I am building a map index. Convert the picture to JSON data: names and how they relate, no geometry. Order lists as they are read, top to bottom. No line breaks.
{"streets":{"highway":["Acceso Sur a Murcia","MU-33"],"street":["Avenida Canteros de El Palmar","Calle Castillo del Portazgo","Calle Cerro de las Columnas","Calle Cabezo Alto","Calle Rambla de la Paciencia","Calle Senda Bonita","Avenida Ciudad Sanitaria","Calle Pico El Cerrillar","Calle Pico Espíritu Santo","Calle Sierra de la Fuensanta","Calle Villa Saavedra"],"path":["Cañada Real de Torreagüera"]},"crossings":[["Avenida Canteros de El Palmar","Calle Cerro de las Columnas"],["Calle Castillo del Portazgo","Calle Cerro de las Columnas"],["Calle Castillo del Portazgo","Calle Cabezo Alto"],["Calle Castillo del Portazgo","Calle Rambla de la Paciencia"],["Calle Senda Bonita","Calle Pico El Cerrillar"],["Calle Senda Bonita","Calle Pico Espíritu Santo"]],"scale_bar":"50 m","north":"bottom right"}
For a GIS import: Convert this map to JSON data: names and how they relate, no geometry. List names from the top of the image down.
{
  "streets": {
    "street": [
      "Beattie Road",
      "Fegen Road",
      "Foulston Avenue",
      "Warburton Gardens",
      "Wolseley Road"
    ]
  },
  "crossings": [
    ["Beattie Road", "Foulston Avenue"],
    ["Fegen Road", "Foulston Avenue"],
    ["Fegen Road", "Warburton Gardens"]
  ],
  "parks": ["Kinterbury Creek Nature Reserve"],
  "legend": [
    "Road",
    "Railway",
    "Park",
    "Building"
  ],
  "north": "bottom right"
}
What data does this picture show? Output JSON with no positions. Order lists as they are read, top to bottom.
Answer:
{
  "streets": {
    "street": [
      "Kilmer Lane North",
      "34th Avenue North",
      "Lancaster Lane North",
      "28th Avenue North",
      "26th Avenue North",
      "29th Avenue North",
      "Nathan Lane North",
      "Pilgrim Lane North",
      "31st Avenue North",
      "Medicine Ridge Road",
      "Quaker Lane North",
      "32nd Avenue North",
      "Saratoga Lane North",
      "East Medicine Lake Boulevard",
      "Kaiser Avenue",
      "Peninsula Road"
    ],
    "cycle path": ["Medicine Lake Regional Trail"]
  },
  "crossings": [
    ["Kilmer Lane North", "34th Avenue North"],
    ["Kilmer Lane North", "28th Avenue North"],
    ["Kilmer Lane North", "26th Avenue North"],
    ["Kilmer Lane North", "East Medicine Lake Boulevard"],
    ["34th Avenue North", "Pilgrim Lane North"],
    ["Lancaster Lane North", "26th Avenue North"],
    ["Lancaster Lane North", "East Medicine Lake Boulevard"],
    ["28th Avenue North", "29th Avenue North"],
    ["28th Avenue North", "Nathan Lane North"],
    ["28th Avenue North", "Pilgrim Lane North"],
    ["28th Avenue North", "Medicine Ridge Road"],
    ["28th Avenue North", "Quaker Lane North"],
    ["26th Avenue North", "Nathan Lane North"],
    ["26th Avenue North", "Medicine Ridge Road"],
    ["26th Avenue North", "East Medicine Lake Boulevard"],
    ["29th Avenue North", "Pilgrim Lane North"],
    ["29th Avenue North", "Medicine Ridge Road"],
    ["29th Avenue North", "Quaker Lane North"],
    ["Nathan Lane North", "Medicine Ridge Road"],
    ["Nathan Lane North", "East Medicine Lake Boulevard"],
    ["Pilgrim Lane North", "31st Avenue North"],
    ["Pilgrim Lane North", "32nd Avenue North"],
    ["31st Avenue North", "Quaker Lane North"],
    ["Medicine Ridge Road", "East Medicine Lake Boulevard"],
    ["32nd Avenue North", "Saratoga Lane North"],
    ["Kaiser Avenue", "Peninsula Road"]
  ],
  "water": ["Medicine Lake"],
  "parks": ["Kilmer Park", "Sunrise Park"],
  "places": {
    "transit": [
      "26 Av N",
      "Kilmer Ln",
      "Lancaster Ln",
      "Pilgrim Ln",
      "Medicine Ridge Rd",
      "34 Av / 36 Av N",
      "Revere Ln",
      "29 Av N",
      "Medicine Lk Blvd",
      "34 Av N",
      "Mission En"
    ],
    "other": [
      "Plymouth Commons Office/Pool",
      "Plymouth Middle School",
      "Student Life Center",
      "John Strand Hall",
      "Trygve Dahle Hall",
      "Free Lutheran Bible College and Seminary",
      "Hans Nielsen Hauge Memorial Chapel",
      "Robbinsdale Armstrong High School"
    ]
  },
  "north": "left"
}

+ + + + + + +

* **What you are asked to do**:
Where the word "Ridge" appears in a line of the listing, that line is counted once; give the total alone.

* **Task response**:
7